New drug combination could combat Diffuse Intrinsic Pontine Glioma
The drug combination of difluoromethylornithine and AMXT 1501 has shown success against Diffuse Intrinsic Pontine Glioma in animal models.
A new study has revealed a potential revolutionary drug combination that – in animal studies and three-dimensional (3D) models of Diffuse Intrinsic Pontine Glioma (DIPG) – is “spectacularly effective in eradicating the cancer cells,” according to lead researcher and paediatric oncologist Associate Professor David Ziegler, from the Children’s Cancer Institute and Sydney Children’s Hospital, Australia.
In pre-clinical testing in mouse models, the researchers found that the promising drug combination led to survival in two thirds of the mice and that the drug combination completely halted growth of these highly aggressive tumours in these mice.

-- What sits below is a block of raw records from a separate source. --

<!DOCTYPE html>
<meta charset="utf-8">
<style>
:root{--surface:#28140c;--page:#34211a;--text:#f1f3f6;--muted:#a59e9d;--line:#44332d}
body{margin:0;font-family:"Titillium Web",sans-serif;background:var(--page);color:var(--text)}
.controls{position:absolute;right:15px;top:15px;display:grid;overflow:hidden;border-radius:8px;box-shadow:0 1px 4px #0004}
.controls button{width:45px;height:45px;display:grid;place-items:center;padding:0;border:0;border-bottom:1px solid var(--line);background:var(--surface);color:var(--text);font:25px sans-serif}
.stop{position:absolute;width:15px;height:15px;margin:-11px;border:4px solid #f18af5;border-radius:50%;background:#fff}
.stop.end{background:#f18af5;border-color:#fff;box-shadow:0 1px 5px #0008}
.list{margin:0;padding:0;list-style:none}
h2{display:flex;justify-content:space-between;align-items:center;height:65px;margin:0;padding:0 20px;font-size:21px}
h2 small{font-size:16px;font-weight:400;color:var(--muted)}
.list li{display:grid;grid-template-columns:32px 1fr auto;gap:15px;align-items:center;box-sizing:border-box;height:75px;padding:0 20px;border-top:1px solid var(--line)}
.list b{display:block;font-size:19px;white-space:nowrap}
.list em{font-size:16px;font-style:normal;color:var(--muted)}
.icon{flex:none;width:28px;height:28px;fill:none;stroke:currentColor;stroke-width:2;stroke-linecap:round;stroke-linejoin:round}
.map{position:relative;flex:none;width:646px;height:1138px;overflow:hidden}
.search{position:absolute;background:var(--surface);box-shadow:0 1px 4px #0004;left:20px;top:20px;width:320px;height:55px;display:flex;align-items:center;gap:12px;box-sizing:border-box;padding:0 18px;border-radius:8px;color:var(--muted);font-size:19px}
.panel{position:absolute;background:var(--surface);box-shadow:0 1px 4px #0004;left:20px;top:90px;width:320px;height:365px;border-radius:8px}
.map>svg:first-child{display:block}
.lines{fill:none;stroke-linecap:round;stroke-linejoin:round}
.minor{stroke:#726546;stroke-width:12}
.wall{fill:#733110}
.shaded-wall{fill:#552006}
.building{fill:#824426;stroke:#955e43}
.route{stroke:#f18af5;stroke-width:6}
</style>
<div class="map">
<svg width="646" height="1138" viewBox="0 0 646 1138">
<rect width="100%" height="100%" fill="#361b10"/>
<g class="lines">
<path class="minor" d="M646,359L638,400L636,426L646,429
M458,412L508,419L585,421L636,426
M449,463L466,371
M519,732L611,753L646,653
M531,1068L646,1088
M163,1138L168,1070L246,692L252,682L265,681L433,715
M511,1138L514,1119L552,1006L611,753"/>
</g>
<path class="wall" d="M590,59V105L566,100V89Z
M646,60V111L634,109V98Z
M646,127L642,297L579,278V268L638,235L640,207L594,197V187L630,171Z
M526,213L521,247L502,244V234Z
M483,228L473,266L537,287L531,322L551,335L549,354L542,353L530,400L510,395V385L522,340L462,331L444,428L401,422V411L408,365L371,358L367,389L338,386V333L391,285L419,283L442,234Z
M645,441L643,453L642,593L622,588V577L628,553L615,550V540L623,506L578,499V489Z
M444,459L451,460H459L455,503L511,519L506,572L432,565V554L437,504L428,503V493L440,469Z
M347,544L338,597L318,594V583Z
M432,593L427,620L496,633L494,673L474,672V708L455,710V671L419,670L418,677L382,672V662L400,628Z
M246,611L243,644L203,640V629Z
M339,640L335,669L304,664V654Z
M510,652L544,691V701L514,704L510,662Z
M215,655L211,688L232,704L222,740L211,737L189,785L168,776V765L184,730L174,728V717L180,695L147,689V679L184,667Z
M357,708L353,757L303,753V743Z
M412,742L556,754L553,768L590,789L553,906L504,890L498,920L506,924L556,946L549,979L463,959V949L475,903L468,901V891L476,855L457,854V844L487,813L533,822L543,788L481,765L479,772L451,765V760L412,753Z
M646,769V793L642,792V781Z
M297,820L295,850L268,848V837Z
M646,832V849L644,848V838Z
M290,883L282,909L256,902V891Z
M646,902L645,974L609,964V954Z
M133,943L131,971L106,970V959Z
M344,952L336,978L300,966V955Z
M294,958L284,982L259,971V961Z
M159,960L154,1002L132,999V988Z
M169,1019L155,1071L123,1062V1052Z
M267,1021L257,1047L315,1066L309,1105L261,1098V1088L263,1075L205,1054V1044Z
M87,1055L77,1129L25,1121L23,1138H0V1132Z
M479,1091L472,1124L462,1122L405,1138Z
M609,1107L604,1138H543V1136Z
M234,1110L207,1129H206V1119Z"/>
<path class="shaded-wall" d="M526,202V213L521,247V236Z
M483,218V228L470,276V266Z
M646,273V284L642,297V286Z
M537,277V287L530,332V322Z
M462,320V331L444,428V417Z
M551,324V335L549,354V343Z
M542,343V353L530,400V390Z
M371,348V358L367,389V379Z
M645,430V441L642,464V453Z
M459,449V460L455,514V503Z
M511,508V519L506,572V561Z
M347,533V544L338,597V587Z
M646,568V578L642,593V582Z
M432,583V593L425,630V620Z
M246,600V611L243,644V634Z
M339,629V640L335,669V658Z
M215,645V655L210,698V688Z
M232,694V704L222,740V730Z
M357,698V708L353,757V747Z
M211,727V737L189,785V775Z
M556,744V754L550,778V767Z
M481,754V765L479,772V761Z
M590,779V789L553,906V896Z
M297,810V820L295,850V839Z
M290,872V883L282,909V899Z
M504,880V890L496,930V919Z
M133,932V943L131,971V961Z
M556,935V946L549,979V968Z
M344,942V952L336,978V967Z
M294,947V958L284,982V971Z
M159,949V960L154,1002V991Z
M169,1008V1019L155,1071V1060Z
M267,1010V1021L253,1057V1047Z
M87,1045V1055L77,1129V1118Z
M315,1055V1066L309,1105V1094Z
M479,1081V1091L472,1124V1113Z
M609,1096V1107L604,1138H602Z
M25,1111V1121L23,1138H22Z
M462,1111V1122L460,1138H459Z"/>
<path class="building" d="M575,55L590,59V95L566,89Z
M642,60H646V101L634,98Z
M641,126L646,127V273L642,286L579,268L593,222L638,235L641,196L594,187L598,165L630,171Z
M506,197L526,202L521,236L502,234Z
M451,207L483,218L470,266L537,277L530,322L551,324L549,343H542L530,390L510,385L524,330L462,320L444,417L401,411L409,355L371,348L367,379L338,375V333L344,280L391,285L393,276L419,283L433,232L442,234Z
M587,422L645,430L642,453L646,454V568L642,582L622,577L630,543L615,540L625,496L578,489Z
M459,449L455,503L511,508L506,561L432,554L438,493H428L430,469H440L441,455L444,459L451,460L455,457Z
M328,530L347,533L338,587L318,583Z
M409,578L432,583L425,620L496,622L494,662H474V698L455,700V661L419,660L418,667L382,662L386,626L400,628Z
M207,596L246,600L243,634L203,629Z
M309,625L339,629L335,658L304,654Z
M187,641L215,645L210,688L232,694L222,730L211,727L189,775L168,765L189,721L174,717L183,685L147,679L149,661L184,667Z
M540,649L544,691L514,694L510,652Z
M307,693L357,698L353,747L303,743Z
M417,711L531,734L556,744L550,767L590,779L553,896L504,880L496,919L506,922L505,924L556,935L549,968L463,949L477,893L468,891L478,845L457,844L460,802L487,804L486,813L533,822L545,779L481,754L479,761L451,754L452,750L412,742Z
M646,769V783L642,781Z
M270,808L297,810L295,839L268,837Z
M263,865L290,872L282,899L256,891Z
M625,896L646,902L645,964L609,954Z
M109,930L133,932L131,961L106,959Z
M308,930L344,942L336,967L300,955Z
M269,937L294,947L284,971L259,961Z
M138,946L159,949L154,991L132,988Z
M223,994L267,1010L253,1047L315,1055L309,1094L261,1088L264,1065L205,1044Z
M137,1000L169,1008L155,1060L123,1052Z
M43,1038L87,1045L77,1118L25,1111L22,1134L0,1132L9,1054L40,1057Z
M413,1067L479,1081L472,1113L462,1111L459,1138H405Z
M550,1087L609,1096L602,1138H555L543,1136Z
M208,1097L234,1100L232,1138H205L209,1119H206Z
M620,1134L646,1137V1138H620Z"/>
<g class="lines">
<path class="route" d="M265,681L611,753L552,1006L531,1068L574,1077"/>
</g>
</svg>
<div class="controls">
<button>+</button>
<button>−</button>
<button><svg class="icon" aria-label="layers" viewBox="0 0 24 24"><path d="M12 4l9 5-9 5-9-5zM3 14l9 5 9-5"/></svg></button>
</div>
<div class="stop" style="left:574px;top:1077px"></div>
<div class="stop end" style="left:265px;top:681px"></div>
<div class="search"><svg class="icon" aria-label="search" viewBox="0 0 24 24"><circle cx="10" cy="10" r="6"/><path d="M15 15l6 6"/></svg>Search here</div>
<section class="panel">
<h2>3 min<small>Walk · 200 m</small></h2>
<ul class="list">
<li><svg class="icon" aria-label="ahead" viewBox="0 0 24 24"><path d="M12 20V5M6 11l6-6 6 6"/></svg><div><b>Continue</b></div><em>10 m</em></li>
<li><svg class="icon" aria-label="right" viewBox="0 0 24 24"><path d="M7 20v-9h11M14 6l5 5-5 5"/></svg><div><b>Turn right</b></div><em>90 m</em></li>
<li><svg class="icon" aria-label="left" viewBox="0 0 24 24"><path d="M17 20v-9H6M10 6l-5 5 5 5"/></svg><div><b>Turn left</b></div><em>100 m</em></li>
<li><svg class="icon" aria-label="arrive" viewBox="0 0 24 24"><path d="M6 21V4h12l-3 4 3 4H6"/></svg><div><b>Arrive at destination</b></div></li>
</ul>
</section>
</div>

Importantly, the drug therapy, which is currently in early trials in adult cancer, is the most effective treatment ever tested in laboratory models of this incurable childhood cancer. The treatment is a combination of two drugs: difluoromethylornithine (DFMO), an established drug and AMXT 1501, an investigational agent being developed by Aminex Therapeutics.
DFMO works by targeting the polyamine pathway – an important mechanism that allows tumour cells to grow.
The team used tumour cells donated by the parents of children who have passed away from the disease. From these, they created the first laboratory models of the tumour in order to test new drugs. These models have been used to show that DIPG can bypass the activity of DFMO by pumping polyamines into the cancer, essentially allowing the tumour to continue growing despite treatment with DFMO. They have now made the breakthrough discovery that treatment with a new developmental drug, AMXT 1501, potently blocks the transport of polyamines into the DIPG cancer cell.
Treatment with AMXT 1501 was found to re-sensitise DIPG cells to DFMO leading to a robust response in animals models with minimal toxicity.
The study was published in Nature Communications.